→ What is being asked
Would you repeat all the lines below, exactly as they stand?

→ Dataset entries
┌────────
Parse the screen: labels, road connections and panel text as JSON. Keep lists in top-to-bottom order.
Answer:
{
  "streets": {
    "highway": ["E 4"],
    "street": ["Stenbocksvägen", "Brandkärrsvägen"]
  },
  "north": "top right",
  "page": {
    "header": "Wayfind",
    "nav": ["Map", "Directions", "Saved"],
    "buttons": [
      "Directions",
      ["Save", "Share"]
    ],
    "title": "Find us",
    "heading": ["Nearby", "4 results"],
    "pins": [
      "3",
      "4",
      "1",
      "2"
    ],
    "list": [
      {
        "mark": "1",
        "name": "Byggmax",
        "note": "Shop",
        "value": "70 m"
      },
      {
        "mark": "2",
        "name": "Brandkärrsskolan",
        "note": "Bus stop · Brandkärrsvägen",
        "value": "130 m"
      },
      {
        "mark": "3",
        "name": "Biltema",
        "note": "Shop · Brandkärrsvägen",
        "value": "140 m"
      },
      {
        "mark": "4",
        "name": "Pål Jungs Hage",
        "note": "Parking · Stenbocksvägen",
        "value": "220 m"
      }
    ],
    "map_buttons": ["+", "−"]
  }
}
└────────
→ Task output
Parse the screen: labels, road connections and panel text as JSON. Keep lists in top-to-bottom order.
Answer:
{
  "streets": {
    "highway": ["E 4"],
    "street": ["Stenbocksvägen", "Brandkärrsvägen"]
  },
  "north": "top right",
  "page": {
    "header": "Wayfind",
    "nav": ["Map", "Directions", "Saved"],
    "buttons": [
      "Directions",
      ["Save", "Share"]
    ],
    "title": "Find us",
    "heading": ["Nearby", "4 results"],
    "pins": [
      "3",
      "4",
      "1",
      "2"
    ],
    "list": [
      {
        "mark": "1",
        "name": "Byggmax",
        "note": "Shop",
        "value": "70 m"
      },
      {
        "mark": "2",
        "name": "Brandkärrsskolan",
        "note": "Bus stop · Brandkärrsvägen",
        "value": "130 m"
      },
      {
        "mark": "3",
        "name": "Biltema",
        "note": "Shop · Brandkärrsvägen",
        "value": "140 m"
      },
      {
        "mark": "4",
        "name": "Pål Jungs Hage",
        "note": "Parking · Stenbocksvägen",
        "value": "220 m"
      }
    ],
    "map_buttons": ["+", "−"]
  }
}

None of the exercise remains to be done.